Exercise details: Copy out each line of the listing below where the string "Doctor" appears.
[Material to process Boundary: Start]
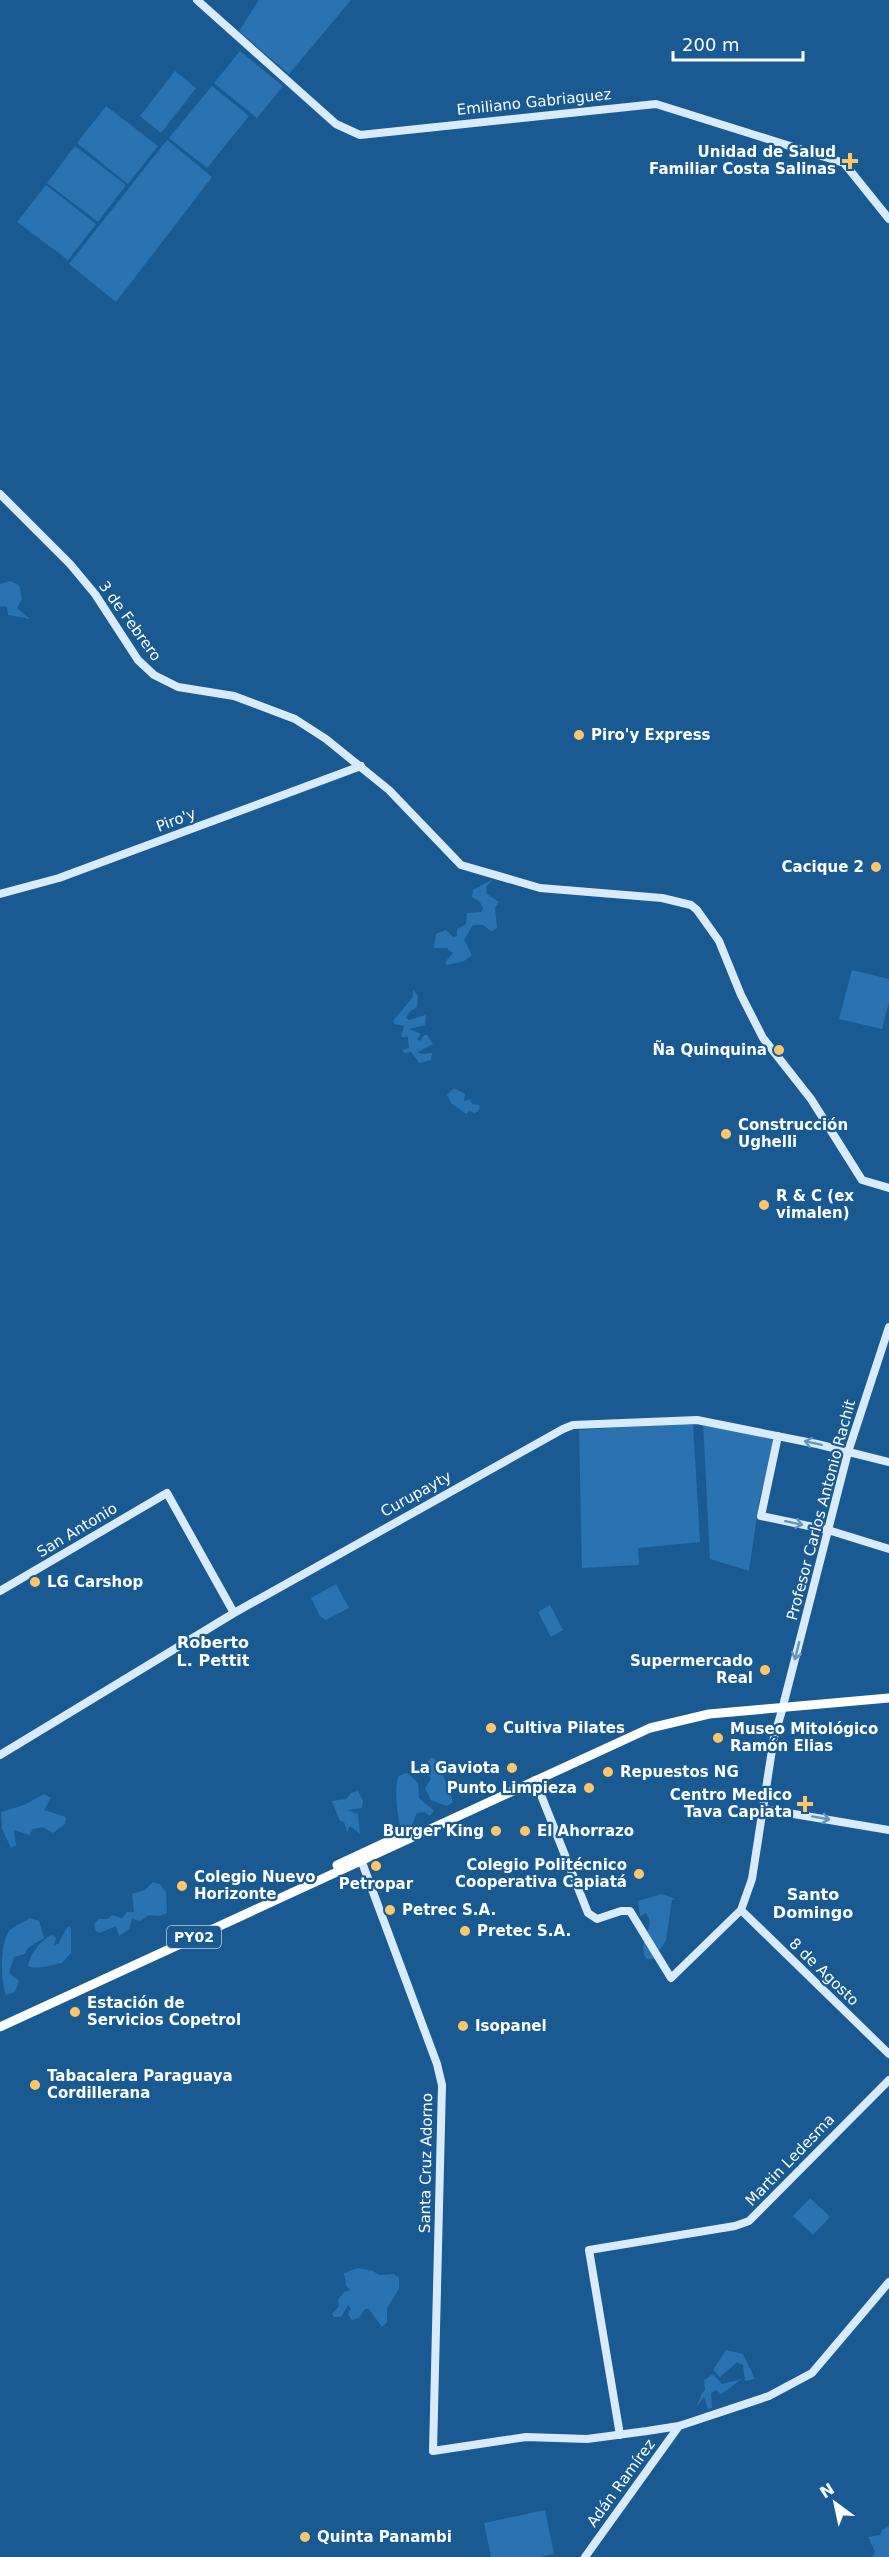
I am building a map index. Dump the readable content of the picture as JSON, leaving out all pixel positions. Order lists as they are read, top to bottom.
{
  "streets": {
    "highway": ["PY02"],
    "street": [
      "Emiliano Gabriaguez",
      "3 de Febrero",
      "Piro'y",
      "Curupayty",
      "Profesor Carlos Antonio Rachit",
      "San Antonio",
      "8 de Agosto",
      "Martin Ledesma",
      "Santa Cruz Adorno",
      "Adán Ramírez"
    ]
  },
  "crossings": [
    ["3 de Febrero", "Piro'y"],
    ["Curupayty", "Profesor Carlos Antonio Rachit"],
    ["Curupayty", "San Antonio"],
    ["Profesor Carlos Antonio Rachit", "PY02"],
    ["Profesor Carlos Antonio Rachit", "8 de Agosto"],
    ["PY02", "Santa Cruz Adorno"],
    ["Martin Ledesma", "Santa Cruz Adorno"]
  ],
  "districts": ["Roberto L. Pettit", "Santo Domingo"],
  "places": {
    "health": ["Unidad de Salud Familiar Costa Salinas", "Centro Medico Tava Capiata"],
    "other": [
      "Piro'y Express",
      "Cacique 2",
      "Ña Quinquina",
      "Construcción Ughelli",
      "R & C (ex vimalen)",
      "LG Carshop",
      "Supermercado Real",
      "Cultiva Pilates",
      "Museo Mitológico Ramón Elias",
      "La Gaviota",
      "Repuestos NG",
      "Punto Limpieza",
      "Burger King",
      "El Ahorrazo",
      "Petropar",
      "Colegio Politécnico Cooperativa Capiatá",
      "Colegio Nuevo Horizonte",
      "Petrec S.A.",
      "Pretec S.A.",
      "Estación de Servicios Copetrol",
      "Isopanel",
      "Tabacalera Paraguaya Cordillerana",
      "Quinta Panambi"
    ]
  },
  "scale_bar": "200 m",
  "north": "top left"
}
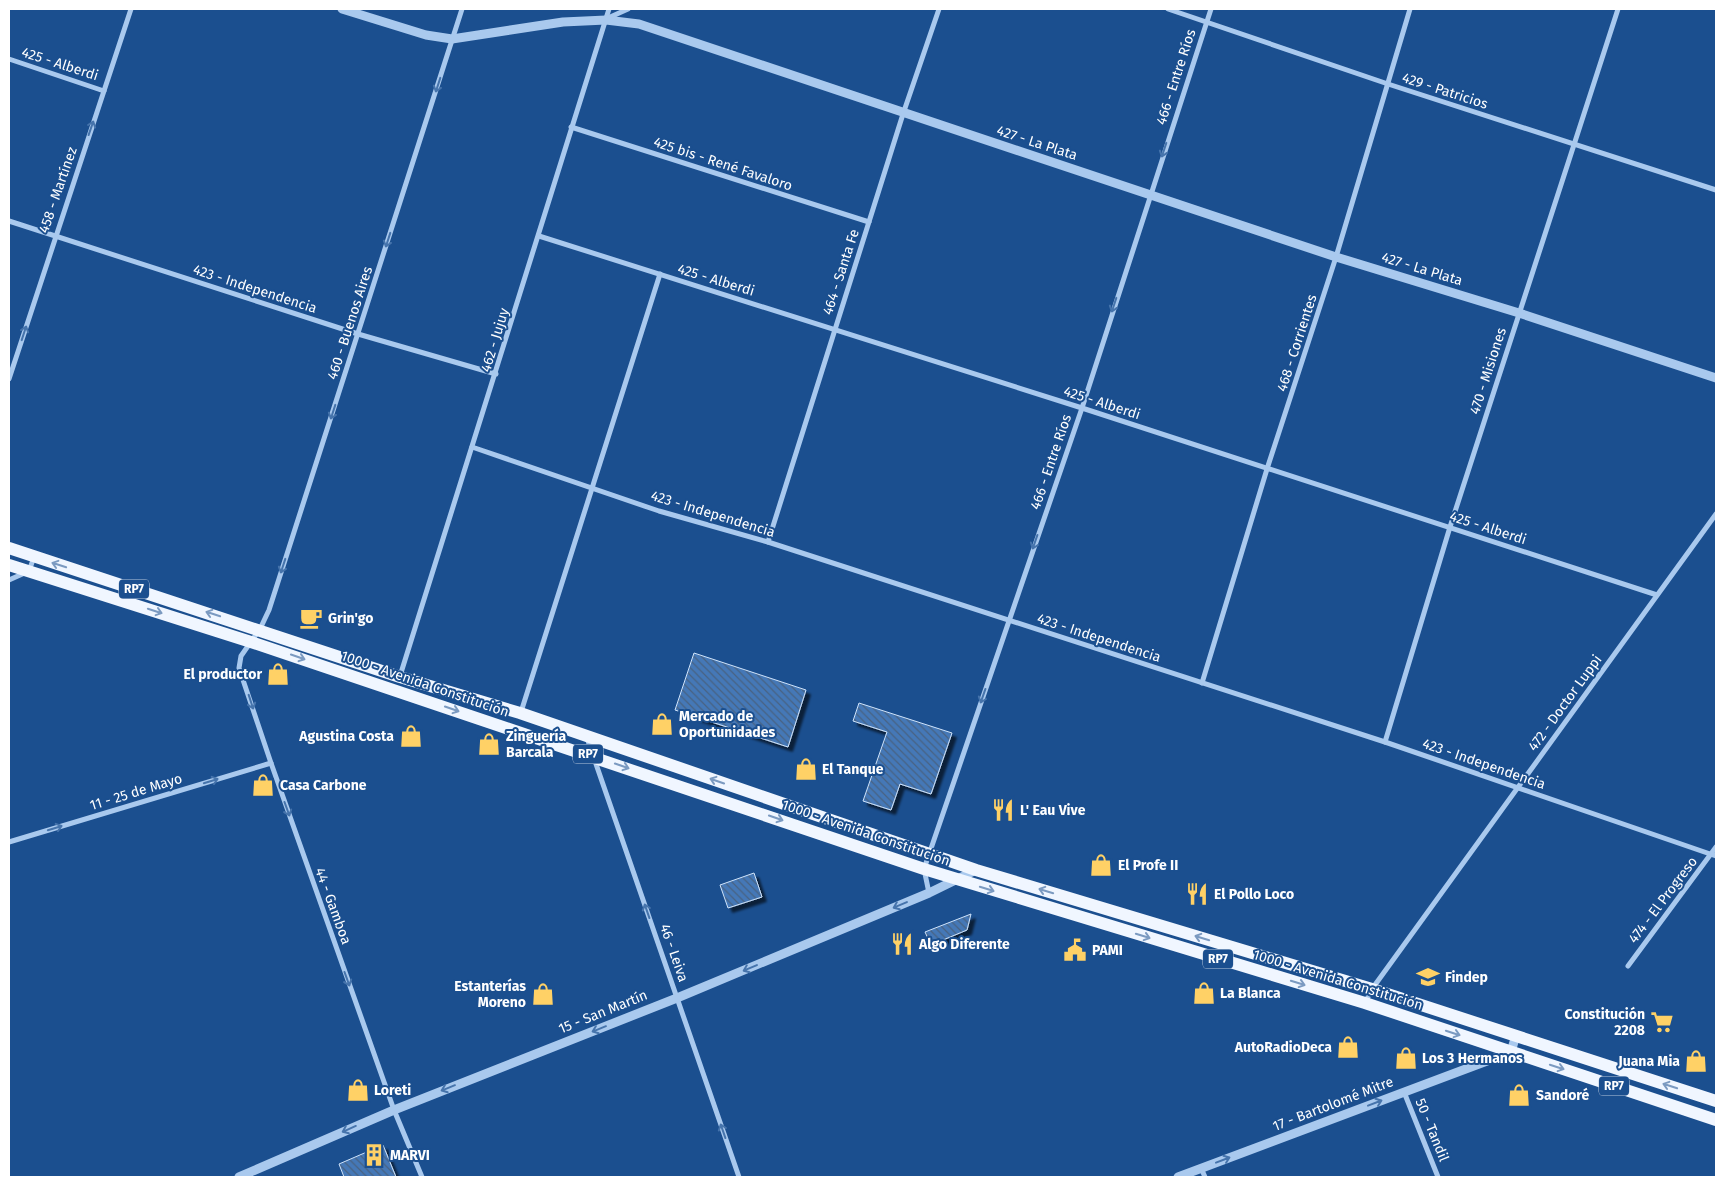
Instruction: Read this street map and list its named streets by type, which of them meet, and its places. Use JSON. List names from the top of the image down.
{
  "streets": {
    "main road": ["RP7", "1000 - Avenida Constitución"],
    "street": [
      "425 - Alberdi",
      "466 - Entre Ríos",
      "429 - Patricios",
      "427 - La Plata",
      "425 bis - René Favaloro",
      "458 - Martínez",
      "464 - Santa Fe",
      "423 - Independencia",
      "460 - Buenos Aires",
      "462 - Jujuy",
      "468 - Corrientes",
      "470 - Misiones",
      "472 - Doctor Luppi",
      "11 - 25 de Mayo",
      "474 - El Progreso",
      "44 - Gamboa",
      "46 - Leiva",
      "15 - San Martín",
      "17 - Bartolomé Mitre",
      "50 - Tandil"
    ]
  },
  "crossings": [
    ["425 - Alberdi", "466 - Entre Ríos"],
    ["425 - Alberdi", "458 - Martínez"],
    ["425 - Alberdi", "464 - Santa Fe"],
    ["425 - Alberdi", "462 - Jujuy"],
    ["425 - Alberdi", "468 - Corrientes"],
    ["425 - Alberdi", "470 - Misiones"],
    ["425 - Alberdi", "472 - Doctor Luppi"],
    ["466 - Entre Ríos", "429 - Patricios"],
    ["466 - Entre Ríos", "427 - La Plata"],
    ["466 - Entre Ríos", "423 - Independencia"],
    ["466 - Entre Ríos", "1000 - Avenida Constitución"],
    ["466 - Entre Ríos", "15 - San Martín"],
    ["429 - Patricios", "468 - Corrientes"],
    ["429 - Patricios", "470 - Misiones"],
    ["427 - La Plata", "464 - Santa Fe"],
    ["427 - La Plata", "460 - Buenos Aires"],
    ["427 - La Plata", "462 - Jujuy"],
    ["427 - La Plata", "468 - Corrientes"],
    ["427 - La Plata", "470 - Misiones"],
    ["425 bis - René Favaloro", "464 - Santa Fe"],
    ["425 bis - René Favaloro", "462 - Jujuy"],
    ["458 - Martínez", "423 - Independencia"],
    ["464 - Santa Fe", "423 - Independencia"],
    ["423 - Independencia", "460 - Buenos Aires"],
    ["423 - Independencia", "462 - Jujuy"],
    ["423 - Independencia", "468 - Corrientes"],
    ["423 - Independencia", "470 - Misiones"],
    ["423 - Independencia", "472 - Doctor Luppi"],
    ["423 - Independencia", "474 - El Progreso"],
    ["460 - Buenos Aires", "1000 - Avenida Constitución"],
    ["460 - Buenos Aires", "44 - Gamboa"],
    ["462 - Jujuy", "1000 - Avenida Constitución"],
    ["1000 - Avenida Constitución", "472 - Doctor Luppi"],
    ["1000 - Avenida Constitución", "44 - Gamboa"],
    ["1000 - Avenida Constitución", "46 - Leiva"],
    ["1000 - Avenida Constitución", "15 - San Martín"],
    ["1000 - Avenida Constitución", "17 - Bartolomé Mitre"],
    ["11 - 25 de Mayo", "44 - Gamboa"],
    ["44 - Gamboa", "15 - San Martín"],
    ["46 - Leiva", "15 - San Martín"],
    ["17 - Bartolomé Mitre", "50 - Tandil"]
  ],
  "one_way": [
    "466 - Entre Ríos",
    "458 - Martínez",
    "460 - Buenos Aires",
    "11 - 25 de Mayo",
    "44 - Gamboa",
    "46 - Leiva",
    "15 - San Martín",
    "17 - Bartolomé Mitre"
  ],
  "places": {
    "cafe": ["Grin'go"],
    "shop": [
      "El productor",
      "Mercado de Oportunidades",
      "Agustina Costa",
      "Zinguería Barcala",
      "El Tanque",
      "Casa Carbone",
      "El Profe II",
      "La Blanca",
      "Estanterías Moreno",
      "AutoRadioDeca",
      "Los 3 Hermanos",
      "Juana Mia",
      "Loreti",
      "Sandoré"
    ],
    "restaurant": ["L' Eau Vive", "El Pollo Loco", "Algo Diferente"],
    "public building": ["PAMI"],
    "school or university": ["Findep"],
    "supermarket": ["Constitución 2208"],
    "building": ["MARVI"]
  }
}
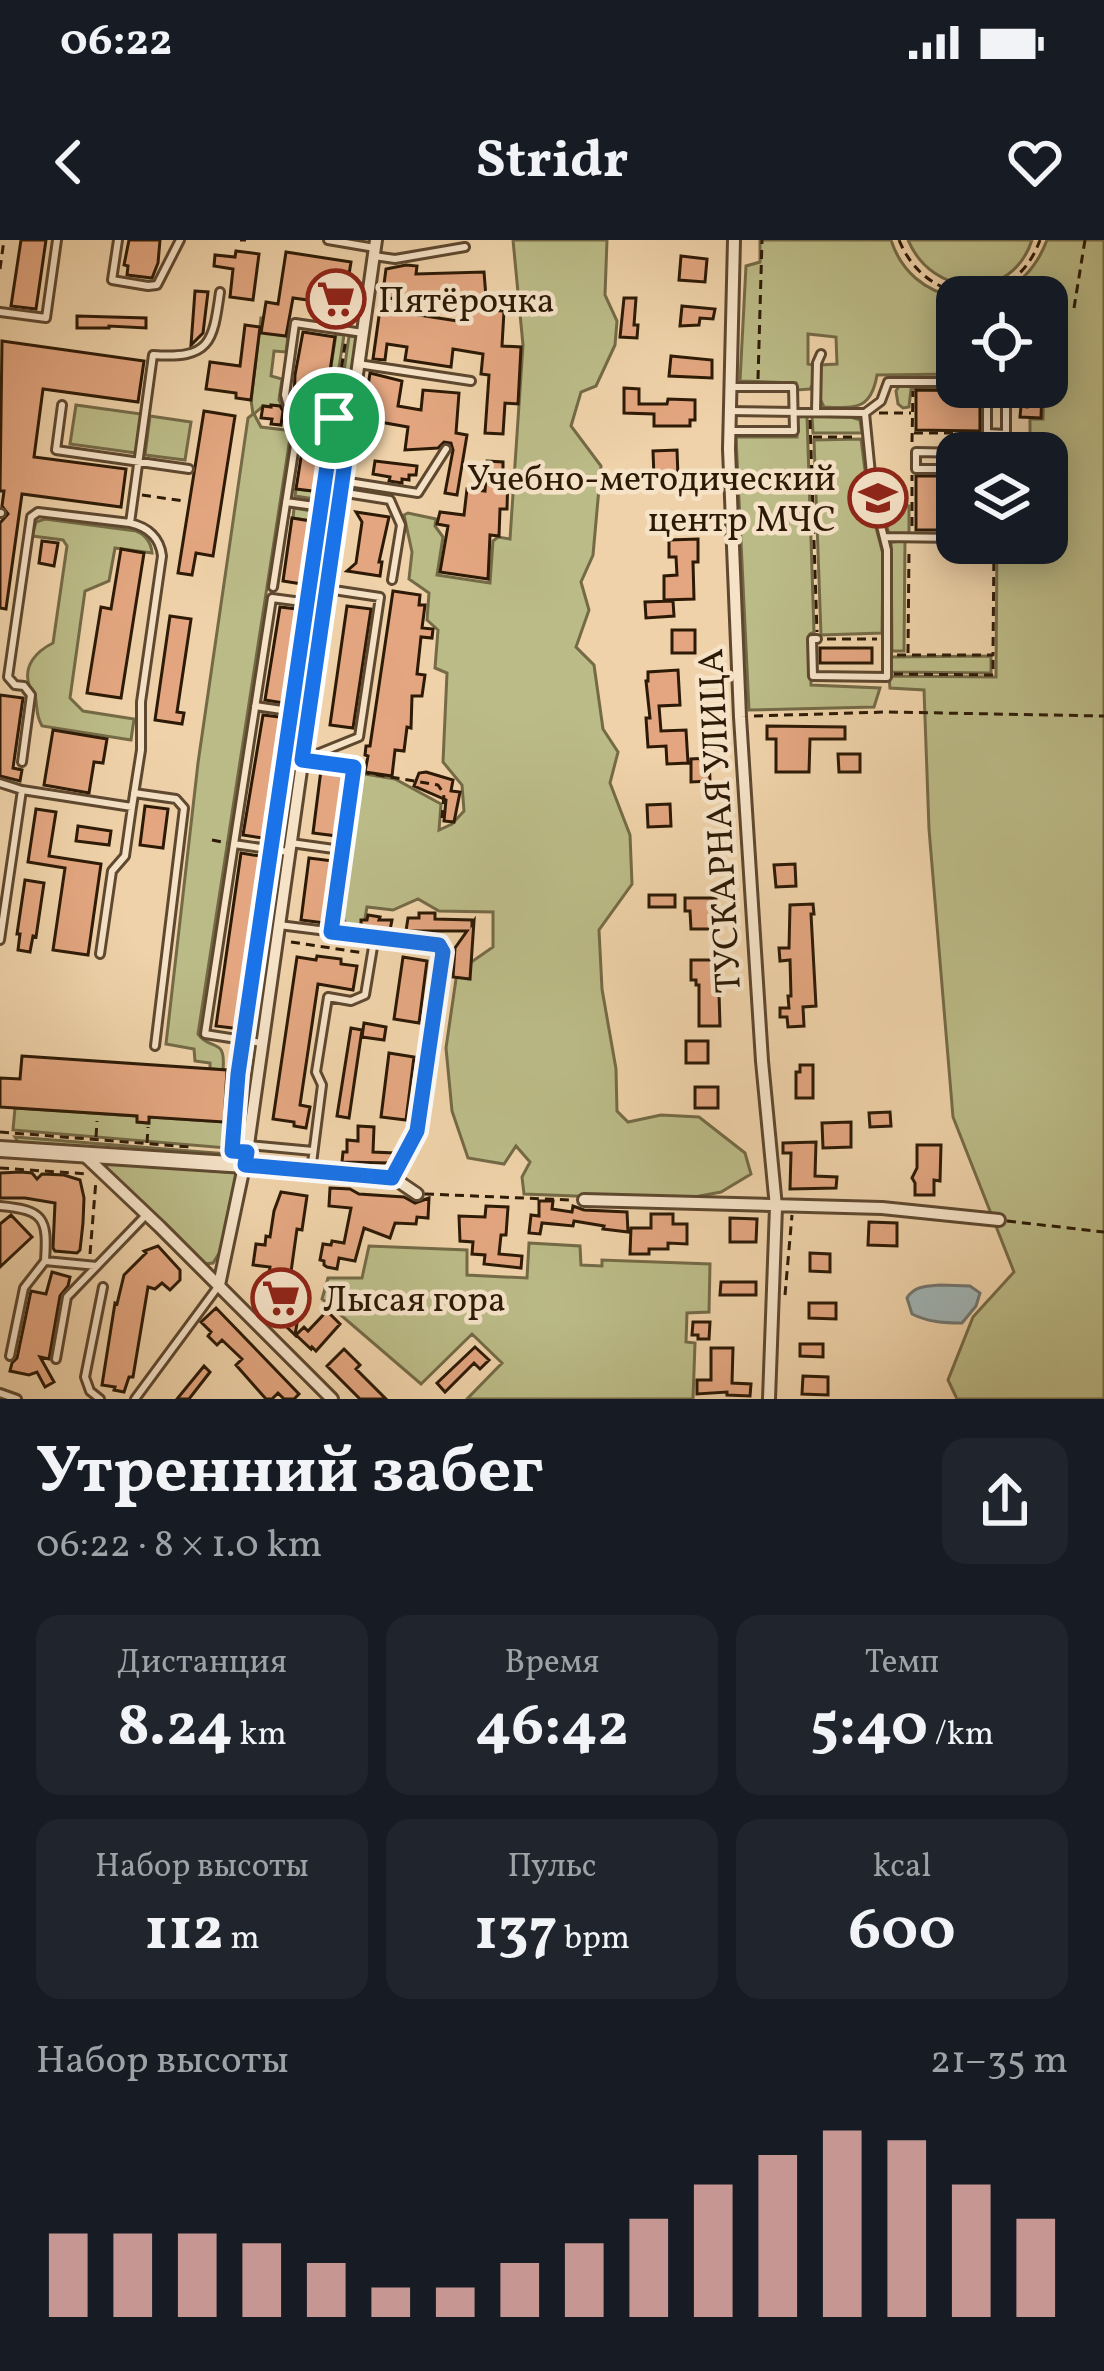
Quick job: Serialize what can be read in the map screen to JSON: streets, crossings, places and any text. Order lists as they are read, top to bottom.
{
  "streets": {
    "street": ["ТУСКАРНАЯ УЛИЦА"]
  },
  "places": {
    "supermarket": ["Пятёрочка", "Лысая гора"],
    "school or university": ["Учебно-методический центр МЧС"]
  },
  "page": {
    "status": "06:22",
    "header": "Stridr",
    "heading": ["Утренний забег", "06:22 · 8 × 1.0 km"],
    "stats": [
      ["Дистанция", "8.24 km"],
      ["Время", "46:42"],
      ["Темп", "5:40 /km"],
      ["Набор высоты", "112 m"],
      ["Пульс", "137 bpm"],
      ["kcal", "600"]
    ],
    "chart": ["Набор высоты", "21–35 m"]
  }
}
[Material to process Boundary: End]
Result:
      "472 - Doctor Luppi",
    ["425 - Alberdi", "472 - Doctor Luppi"],
    ["423 - Independencia", "472 - Doctor Luppi"],
    ["1000 - Avenida Constitución", "472 - Doctor Luppi"],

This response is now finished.